子供をもって一番使うようになった言葉がこれだ、という人も多いのではないでしょうか。

あまりに頻繁に使う言葉なので、子供がすっかり慣れてしまい、言われたところで動じない、なんてことも。

これに関しては、時には選択させる方法で「早くしなさい」の代わりにする、という方法があります。

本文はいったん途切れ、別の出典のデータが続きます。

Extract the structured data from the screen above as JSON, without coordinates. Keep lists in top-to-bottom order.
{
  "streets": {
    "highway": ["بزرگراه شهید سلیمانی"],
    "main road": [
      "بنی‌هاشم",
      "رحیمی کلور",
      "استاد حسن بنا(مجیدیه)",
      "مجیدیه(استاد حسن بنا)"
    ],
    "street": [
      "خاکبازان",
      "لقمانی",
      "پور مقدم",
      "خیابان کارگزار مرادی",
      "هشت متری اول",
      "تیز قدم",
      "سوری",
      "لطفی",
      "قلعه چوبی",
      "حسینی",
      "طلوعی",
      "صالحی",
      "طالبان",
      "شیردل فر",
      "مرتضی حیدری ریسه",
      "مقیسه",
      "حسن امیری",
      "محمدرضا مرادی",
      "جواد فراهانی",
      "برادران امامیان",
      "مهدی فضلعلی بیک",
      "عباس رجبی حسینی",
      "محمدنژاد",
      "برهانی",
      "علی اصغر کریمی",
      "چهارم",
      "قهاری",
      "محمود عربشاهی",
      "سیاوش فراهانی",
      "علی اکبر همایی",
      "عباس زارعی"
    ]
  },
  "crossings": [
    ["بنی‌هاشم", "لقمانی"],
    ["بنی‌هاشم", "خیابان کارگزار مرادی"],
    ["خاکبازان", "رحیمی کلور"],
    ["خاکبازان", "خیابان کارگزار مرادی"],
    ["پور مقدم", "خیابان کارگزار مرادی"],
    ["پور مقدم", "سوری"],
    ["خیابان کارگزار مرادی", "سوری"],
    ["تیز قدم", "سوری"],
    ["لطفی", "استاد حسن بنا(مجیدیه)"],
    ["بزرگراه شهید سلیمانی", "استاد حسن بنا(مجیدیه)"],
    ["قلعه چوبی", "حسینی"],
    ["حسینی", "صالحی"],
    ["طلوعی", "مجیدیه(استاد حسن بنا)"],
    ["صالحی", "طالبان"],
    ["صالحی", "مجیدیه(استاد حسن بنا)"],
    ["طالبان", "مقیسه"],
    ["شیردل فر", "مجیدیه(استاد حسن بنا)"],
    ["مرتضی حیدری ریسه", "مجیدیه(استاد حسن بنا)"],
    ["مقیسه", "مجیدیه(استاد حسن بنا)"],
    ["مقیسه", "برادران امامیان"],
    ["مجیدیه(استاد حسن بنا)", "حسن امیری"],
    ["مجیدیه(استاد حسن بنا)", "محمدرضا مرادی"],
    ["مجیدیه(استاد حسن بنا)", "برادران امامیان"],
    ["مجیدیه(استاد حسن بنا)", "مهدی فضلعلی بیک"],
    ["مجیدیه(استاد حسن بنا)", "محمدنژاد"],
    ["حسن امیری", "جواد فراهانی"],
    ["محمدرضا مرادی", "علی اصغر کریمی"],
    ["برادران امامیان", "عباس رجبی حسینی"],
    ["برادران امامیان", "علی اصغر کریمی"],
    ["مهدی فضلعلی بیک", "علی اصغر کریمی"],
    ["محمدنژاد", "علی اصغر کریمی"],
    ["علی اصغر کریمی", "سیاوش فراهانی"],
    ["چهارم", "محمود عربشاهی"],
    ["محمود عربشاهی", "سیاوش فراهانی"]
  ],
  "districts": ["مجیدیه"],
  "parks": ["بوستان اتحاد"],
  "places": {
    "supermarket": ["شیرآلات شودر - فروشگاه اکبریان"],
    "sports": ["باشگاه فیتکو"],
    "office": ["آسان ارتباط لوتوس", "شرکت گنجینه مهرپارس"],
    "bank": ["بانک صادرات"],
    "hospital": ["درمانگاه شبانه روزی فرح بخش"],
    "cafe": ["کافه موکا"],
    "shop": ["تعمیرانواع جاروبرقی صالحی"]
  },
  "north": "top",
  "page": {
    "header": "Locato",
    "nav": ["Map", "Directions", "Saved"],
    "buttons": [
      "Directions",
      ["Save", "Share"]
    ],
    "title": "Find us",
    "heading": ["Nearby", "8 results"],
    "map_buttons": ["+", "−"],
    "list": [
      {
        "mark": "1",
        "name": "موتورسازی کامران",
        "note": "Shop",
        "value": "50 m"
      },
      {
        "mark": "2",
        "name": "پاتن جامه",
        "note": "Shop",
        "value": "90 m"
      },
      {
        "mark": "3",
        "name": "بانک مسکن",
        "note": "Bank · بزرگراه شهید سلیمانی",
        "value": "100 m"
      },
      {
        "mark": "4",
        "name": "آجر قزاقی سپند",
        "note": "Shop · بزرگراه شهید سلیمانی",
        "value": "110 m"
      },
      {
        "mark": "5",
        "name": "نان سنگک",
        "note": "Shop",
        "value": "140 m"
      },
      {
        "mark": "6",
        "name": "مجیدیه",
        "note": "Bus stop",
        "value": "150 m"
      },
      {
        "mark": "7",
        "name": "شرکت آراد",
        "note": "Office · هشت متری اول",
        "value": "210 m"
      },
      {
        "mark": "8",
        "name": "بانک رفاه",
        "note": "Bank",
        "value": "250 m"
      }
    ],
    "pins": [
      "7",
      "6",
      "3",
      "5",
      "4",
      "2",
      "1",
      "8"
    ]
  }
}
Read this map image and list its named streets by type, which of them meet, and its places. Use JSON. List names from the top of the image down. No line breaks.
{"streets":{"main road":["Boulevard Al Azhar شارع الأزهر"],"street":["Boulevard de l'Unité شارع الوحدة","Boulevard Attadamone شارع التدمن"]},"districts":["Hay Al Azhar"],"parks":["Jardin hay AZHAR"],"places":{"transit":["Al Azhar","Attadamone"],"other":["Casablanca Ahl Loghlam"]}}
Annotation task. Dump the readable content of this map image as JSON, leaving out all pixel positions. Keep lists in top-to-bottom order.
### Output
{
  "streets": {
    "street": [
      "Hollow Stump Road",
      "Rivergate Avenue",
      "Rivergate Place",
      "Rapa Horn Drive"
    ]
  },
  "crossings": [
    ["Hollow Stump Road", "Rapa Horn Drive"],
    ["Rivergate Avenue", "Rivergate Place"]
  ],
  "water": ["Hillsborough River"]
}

例えば、いつまでも着替えない子に「この青い服と赤い服と、どっちにする?」と聞いて選ばせる。
お古に入る支度をしない子に「お風呂が嫌なら、先に歯を磨こうか」と促す、等々。
やることは変わらないのですが、子供にある程度選択する余地を与えるのです。

命にかかわることは、叱っても怒ってもいい

道路に飛び出そうとする、他の子に手を出す、危ないものに手を伸ばす、高いところから飛び降りようとする、等々。
命にかかわることに関しては、叱っても怒っても、とにかくやめさせなければいけません。
脅してでも、させてはいけないことはあります。

危険な時にはとにかく、ダメだと言いましょう。

まとめ

子供を怒ったり叱ったりするのは、気力も体力も使います。
疲れるからほったらかしていおければいいのにと、誰もが思う時があります。
そんな時に現れた「叱らない育児」を都合よく解釈した一部の人たちが、しかるべき時でも子供を放置するような育児方法をとったため、叱らない育児は否定派を生み出したのだと思います。

けれど、叱らないでいられれば、子供にとって良いということはなんとなくわかりますよね。
だから、せめて怒らない育児を試してみてもよいのではないでしょうか。